[GIVEN RECORDS Boundary: Start]

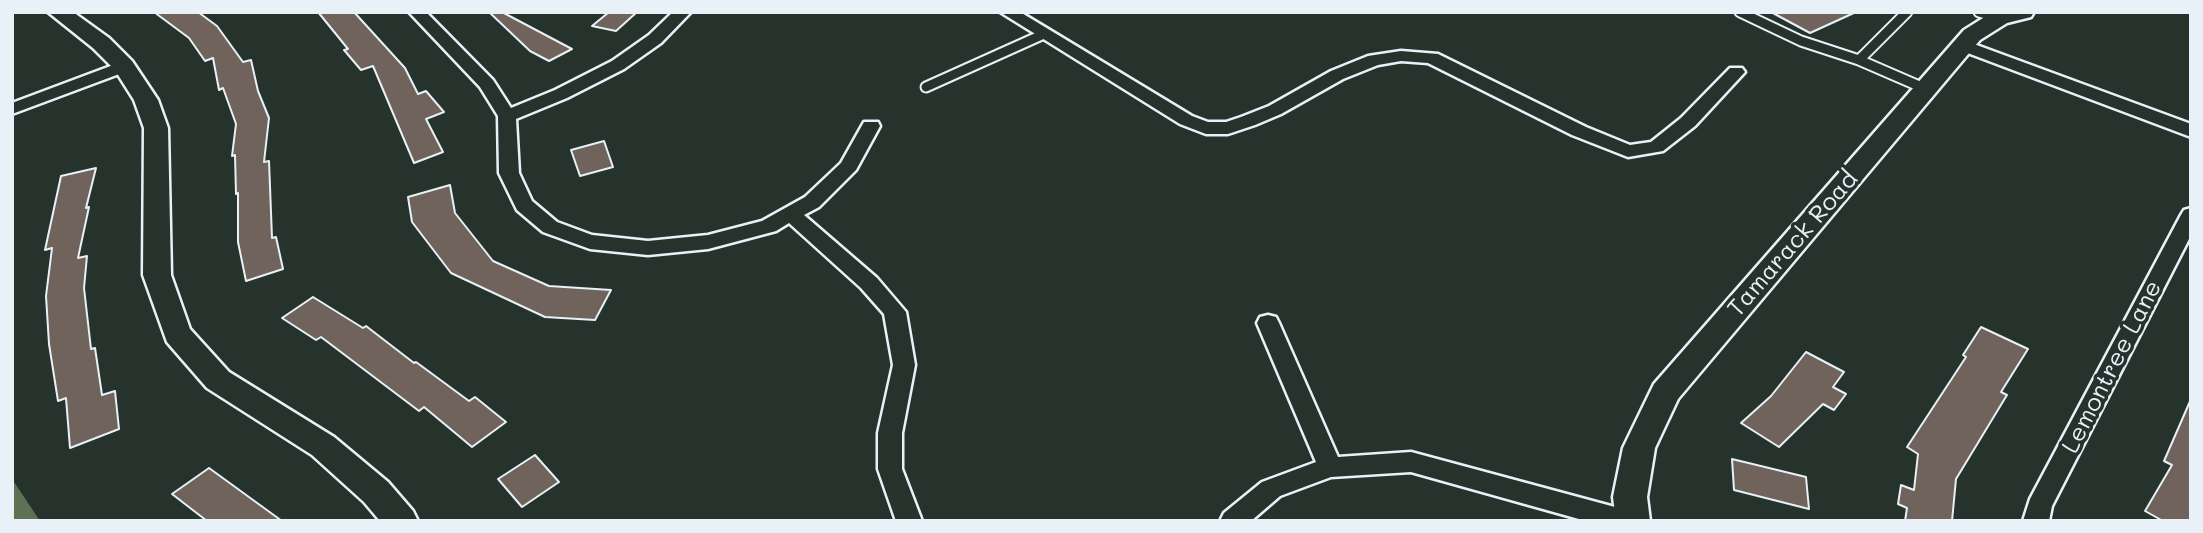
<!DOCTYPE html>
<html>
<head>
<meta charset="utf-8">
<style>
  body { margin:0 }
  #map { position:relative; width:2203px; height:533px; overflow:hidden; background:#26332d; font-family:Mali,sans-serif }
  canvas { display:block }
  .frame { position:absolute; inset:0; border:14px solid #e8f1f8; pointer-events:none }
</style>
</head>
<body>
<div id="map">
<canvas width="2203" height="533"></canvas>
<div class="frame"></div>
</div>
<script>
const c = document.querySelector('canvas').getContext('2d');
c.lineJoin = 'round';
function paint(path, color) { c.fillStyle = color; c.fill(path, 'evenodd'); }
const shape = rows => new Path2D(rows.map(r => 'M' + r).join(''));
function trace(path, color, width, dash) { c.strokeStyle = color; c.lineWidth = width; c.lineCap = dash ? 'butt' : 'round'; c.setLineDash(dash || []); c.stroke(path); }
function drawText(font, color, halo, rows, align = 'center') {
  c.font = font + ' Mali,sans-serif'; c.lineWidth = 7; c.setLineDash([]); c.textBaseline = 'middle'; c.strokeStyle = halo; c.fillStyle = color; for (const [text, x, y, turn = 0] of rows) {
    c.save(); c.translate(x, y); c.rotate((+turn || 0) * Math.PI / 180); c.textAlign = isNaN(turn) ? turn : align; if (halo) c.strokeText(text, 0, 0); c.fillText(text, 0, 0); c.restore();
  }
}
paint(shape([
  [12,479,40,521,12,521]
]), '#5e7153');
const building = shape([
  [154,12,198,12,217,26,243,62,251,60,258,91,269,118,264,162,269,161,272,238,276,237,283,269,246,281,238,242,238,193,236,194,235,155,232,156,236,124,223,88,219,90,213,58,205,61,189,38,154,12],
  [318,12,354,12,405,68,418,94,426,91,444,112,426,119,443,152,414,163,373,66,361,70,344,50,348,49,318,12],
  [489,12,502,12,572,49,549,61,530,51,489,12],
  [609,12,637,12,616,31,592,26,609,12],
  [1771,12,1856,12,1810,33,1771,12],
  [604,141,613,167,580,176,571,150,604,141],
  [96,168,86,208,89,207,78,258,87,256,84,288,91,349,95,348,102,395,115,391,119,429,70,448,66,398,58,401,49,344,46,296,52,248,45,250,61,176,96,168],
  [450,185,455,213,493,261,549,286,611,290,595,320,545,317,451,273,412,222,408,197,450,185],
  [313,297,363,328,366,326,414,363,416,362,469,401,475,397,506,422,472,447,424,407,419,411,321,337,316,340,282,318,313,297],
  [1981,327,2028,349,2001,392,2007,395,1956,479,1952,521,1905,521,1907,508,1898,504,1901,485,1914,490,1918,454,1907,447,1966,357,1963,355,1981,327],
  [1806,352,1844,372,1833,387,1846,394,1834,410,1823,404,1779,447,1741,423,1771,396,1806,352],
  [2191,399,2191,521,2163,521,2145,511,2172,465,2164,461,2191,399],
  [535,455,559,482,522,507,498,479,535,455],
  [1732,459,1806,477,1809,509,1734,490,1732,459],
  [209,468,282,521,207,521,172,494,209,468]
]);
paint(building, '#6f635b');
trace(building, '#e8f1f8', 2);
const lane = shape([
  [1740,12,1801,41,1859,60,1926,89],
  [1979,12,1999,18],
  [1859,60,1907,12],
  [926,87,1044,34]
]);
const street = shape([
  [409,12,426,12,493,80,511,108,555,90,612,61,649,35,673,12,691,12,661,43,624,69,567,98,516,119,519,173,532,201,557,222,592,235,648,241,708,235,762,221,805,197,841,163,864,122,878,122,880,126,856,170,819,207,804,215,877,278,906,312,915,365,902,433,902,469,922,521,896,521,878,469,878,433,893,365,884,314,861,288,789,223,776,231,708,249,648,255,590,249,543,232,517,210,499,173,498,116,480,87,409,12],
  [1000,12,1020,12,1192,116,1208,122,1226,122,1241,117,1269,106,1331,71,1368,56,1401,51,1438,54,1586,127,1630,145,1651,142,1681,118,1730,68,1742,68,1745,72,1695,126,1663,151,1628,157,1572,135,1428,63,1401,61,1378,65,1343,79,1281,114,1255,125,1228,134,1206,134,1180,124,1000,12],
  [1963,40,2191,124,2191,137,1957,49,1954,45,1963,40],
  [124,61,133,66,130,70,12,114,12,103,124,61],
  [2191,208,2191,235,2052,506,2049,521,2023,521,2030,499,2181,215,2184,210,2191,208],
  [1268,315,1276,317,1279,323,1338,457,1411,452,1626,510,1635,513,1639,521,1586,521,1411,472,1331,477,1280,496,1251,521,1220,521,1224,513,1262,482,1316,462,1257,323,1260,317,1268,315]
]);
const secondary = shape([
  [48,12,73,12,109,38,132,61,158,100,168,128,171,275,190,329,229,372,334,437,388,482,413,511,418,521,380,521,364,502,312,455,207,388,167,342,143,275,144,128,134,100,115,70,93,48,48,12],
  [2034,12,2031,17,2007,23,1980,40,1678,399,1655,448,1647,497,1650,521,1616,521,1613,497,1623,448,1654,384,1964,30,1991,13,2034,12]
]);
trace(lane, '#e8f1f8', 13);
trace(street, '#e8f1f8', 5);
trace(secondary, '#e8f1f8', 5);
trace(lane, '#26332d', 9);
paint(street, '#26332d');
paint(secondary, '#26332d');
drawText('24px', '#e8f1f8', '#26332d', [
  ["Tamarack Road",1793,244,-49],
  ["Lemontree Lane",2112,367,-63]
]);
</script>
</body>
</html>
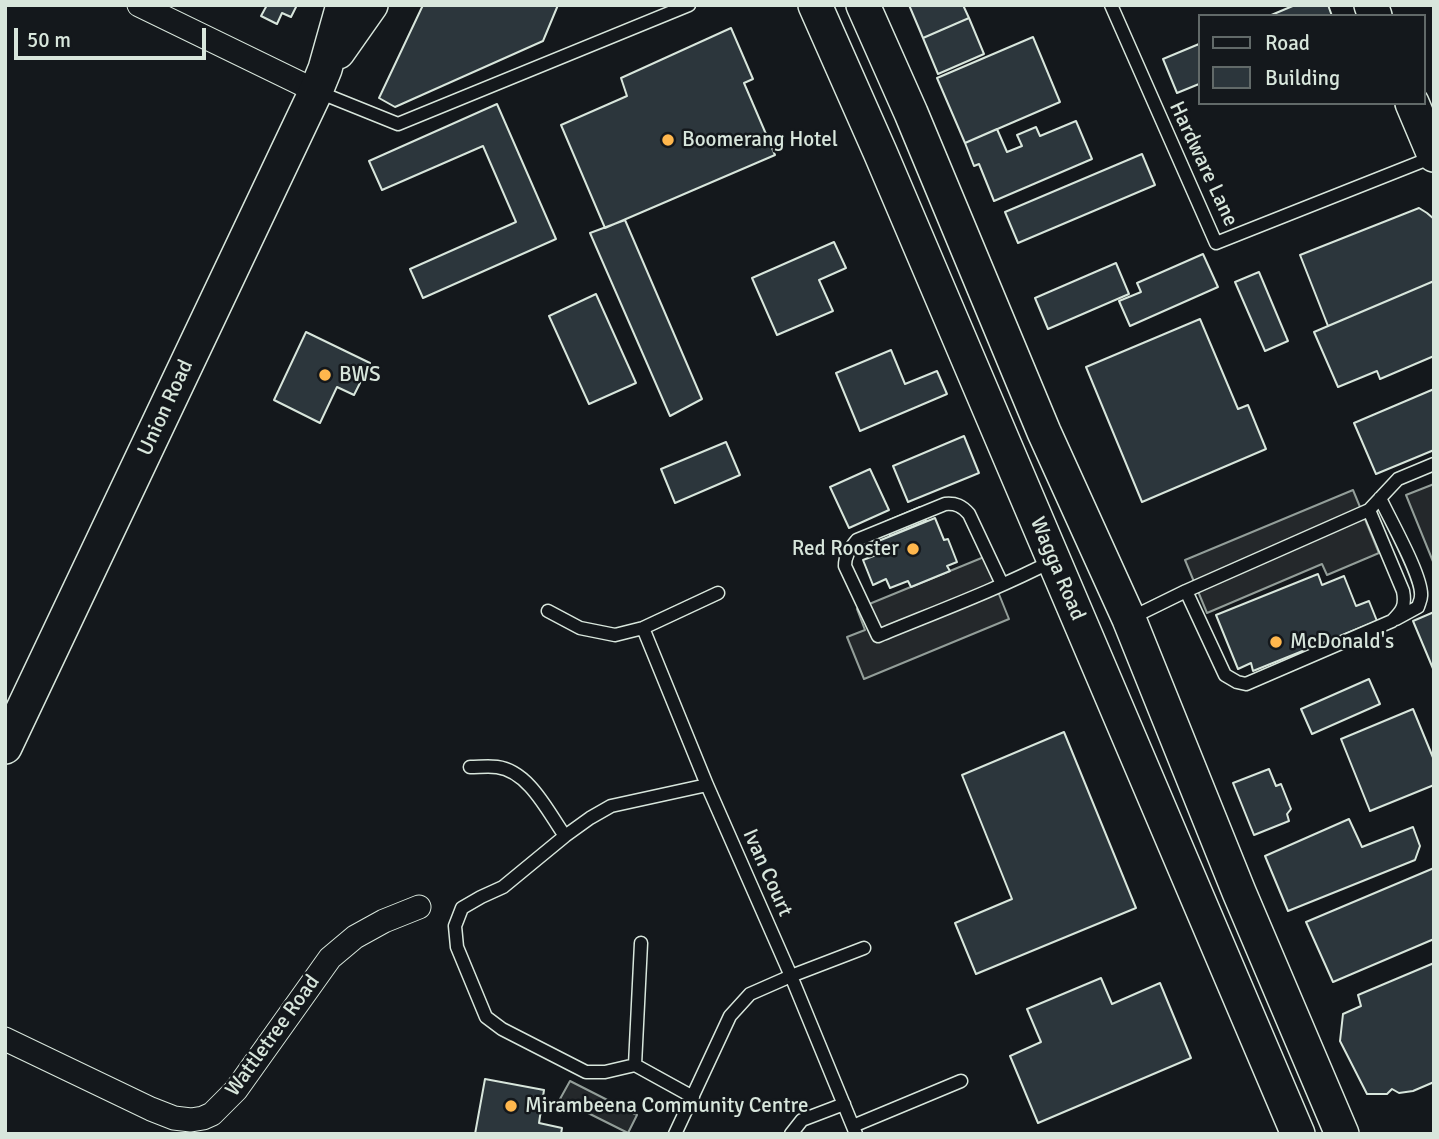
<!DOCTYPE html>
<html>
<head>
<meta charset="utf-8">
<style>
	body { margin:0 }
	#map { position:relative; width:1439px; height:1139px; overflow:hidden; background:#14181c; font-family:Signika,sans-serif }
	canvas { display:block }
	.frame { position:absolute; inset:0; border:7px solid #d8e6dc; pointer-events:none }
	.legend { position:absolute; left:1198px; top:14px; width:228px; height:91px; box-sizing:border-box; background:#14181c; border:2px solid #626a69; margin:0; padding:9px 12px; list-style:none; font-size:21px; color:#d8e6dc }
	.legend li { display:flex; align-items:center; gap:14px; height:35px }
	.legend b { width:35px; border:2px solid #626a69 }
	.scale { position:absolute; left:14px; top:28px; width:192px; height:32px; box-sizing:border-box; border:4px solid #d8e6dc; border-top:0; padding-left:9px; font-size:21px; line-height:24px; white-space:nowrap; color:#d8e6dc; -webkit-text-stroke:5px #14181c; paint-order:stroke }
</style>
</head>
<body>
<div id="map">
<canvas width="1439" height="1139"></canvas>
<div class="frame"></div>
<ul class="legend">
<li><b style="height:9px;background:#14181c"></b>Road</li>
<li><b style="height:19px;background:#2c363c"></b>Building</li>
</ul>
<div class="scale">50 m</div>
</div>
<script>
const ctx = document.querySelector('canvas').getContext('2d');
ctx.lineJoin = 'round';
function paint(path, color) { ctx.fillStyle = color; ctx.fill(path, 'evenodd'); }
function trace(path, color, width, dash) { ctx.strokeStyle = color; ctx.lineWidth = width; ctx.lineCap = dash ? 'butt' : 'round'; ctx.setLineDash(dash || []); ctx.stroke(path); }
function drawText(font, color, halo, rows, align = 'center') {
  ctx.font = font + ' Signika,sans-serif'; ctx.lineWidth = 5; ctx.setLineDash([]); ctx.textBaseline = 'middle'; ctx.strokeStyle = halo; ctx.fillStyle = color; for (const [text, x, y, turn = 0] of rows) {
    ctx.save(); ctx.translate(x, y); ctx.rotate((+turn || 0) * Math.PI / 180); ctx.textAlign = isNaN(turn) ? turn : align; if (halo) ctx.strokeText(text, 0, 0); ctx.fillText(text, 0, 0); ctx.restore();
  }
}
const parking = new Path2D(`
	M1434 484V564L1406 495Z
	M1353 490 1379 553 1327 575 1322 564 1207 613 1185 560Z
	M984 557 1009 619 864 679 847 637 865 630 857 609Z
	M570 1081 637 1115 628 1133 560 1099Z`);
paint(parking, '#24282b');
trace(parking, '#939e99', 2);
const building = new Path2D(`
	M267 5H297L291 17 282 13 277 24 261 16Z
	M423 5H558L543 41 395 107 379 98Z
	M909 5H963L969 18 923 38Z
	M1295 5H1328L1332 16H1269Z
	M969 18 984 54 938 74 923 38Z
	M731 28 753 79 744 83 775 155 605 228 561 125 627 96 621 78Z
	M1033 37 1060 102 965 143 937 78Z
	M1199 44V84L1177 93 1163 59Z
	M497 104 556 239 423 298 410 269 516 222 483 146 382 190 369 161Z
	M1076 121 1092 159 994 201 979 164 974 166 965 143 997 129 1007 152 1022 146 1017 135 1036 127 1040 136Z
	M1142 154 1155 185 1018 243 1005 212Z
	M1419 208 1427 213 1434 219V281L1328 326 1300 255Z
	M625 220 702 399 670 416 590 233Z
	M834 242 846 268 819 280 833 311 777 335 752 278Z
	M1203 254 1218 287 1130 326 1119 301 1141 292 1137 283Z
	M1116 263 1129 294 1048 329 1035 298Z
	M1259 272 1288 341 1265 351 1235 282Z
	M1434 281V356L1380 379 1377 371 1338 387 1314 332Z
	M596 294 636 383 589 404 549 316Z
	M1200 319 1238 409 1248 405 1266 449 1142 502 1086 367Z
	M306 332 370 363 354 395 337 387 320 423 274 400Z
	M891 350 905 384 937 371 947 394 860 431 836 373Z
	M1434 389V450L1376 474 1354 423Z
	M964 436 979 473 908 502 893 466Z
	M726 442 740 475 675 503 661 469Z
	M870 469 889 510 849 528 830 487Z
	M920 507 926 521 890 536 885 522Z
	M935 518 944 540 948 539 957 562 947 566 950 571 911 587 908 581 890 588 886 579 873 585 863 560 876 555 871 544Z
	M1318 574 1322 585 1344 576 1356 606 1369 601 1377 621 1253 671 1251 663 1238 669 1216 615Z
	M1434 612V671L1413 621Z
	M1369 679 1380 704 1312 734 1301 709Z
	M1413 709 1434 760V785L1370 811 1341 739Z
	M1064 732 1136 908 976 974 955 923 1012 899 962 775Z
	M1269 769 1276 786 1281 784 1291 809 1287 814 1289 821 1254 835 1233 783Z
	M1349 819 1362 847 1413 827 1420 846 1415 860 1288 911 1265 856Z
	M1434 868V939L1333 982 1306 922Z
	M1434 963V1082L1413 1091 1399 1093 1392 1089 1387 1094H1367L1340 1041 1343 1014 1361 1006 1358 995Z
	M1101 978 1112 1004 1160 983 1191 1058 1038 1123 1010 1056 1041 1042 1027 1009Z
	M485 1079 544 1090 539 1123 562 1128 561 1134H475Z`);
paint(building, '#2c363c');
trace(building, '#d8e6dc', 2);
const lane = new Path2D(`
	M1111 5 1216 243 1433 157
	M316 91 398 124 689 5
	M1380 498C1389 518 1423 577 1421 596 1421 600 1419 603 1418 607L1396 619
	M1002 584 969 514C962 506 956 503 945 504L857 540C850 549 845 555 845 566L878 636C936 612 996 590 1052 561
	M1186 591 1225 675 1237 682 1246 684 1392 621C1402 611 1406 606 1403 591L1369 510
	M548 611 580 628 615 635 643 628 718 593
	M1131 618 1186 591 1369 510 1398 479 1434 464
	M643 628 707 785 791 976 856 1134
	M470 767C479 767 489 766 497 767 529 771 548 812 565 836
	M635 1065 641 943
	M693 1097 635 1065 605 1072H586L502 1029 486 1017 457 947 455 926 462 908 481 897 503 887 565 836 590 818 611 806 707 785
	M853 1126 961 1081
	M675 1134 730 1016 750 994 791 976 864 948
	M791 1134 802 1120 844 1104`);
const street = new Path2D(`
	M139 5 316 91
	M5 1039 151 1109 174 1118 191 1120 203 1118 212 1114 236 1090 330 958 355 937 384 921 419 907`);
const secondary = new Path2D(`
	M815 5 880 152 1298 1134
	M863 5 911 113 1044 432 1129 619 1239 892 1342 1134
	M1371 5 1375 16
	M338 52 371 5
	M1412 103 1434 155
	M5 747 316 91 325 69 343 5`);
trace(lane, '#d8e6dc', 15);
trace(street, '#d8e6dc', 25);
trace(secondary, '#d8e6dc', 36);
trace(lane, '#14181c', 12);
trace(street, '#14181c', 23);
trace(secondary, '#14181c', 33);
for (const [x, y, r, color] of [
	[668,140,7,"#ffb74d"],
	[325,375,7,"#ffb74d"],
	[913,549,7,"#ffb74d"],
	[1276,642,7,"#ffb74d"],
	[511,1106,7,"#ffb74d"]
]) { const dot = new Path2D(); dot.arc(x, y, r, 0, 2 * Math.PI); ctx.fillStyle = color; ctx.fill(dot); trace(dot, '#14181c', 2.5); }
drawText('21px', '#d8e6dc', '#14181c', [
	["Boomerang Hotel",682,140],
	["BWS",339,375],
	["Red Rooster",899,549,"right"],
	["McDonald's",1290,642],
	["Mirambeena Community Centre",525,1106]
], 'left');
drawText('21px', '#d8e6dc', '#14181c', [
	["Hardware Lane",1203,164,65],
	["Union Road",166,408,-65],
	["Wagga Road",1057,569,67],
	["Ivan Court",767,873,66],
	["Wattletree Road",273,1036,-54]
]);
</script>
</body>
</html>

[GIVEN RECORDS Boundary: End]

** EXERCISE INSTRUCTIONS **
As you read the records above, find each line that contains "butt" and copy it.

** SOLUTION **
function trace(path, color, width, dash) { c.strokeStyle = color; c.lineWidth = width; c.lineCap = dash ? 'butt' : 'round'; c.setLineDash(dash || []); c.stroke(path); }
function trace(path, color, width, dash) { ctx.strokeStyle = color; ctx.lineWidth = width; ctx.lineCap = dash ? 'butt' : 'round'; ctx.setLineDash(dash || []); ctx.stroke(path); }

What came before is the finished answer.